* EXERCISE INSTRUCTIONS: Which of the lines below hold "list"? Please return each one.

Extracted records
- - - - - - -
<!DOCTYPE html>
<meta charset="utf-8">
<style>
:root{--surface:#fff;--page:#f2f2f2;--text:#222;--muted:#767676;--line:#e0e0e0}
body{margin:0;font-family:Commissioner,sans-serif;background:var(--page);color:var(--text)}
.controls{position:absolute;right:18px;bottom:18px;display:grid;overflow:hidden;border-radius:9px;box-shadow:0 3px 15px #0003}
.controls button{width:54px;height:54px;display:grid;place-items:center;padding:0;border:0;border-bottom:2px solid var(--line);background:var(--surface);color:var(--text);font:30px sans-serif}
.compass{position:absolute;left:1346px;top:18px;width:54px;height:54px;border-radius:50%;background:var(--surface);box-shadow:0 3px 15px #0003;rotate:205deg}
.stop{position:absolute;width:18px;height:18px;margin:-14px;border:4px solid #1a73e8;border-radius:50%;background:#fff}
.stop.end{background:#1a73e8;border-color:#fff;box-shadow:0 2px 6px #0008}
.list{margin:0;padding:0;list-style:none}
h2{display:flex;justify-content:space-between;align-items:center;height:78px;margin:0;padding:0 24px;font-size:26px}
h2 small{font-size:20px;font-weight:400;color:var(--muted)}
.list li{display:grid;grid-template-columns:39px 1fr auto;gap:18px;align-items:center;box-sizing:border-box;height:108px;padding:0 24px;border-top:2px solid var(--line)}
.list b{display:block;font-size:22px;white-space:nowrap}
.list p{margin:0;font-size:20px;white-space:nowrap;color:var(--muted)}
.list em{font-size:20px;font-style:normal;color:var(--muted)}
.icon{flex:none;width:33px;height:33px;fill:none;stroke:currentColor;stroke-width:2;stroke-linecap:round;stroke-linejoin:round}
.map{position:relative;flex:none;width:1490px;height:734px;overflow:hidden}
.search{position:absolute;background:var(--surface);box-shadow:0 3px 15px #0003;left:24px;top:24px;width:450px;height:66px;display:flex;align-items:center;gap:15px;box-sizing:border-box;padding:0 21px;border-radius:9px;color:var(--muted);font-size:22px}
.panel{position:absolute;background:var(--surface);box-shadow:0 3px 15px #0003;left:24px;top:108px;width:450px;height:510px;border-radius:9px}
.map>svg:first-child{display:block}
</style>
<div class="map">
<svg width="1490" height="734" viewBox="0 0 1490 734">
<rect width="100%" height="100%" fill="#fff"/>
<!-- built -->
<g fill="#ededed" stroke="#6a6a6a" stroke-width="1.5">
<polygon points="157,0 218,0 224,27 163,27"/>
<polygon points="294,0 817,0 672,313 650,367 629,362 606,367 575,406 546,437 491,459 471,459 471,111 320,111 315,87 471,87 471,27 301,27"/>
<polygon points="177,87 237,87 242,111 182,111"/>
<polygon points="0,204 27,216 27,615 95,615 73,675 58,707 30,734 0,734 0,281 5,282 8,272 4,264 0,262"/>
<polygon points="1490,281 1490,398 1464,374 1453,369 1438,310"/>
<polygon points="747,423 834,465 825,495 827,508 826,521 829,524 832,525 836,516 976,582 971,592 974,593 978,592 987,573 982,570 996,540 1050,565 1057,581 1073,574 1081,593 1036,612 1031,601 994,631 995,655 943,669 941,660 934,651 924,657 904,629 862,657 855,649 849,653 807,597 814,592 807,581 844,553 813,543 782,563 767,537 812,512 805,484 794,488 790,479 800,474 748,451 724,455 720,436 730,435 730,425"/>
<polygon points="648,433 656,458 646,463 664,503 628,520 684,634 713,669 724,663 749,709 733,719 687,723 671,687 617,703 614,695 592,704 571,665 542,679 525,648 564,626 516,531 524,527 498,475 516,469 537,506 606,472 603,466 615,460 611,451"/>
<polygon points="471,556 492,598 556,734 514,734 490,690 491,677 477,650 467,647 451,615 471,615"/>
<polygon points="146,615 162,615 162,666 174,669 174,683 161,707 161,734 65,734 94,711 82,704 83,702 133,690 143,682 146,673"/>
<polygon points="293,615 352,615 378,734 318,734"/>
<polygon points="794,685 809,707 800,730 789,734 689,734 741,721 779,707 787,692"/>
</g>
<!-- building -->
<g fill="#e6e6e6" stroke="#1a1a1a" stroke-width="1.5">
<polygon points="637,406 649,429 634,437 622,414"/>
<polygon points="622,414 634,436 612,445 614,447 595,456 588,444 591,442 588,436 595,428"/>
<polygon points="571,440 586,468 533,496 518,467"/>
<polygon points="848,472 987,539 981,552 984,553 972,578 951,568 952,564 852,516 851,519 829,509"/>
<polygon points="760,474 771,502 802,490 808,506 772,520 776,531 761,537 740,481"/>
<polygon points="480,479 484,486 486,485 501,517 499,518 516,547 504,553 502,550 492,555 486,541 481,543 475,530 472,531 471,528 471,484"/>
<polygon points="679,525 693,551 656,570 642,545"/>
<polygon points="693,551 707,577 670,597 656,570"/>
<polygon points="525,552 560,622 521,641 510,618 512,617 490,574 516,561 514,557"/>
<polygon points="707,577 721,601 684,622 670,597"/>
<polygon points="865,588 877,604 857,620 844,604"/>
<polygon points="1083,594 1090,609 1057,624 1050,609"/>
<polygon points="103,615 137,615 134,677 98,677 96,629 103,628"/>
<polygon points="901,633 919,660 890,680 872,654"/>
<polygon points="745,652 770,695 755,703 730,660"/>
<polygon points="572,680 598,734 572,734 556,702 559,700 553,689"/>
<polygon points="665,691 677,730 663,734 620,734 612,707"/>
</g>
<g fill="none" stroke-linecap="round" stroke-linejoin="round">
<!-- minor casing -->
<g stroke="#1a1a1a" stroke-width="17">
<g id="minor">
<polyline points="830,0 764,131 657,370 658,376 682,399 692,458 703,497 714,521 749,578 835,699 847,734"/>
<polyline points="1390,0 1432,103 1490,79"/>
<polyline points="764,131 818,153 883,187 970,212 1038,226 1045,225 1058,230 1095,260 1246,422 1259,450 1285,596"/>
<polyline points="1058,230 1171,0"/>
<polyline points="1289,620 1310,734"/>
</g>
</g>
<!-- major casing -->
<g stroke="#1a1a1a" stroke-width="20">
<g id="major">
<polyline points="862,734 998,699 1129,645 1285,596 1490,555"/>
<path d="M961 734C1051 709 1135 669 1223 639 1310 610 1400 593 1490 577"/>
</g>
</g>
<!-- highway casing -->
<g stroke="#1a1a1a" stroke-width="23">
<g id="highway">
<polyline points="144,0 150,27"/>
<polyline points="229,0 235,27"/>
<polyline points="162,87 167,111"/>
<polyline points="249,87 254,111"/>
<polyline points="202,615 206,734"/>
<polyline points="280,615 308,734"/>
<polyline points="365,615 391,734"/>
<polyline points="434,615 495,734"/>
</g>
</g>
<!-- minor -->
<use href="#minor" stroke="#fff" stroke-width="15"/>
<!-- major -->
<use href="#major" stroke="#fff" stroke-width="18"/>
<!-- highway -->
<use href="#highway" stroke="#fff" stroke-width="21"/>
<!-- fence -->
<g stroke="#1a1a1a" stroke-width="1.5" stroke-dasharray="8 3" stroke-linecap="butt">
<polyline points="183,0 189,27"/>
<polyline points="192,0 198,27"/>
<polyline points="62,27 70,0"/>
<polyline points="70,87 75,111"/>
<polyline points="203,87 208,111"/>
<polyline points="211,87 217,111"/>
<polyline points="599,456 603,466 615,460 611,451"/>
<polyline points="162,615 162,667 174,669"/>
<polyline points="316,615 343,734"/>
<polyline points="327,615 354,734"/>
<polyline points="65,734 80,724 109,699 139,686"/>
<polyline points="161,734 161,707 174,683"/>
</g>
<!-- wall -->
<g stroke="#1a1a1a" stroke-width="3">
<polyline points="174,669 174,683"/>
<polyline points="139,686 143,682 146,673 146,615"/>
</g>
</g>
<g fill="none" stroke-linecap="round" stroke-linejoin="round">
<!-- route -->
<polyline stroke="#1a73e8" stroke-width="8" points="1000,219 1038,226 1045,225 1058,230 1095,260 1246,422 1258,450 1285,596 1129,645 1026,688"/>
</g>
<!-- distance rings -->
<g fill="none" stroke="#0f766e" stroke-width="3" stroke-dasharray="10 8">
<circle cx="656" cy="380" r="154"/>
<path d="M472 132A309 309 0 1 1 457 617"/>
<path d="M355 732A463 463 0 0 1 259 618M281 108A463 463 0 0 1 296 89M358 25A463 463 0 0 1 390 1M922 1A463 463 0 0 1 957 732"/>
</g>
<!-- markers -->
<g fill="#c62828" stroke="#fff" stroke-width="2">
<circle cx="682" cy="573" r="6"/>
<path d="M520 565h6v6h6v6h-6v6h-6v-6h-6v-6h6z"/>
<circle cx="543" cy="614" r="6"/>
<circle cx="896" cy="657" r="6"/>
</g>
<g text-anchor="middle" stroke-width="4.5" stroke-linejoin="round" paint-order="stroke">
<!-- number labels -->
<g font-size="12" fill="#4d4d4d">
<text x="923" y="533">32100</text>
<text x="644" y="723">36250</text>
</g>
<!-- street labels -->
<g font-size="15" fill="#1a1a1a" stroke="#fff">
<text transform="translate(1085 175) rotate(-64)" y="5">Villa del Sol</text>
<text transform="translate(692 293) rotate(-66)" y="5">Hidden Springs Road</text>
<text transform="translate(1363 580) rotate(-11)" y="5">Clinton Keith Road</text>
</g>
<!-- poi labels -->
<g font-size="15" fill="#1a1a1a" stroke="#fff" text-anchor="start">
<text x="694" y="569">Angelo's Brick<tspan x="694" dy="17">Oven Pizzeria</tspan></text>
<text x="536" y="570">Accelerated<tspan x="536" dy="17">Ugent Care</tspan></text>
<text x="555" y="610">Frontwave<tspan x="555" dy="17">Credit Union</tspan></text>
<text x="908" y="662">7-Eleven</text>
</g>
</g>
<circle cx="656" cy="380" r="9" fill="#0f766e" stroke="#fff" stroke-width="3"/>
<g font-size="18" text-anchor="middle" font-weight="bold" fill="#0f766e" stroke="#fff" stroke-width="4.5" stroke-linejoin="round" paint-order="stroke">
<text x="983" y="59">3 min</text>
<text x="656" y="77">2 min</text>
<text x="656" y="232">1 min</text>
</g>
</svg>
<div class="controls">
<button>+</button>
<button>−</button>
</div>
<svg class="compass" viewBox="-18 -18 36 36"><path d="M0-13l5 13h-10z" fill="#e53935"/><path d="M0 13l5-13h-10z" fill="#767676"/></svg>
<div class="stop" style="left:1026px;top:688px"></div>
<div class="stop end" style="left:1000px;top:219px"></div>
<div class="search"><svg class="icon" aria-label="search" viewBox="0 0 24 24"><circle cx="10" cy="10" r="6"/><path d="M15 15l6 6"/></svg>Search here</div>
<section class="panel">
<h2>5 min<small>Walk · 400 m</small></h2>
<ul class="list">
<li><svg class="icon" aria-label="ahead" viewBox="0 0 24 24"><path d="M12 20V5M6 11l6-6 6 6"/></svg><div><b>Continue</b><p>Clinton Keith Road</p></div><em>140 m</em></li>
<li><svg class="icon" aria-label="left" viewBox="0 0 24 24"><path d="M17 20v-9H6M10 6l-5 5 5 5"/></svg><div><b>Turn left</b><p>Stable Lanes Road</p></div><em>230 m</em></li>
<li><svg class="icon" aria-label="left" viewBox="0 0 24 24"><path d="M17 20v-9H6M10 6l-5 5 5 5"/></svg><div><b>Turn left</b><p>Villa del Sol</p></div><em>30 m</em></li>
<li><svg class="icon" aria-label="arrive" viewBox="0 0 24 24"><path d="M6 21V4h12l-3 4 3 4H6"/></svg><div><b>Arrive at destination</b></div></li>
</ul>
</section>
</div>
- - - - - - -
* EXERCISE ANSWER:
.list{margin:0;padding:0;list-style:none}
.list li{display:grid;grid-template-columns:39px 1fr auto;gap:18px;align-items:center;box-sizing:border-box;height:108px;padding:0 24px;border-top:2px solid var(--line)}
.list b{display:block;font-size:22px;white-space:nowrap}
.list p{margin:0;font-size:20px;white-space:nowrap;color:var(--muted)}
.list em{font-size:20px;font-style:normal;color:var(--muted)}
<ul class="list">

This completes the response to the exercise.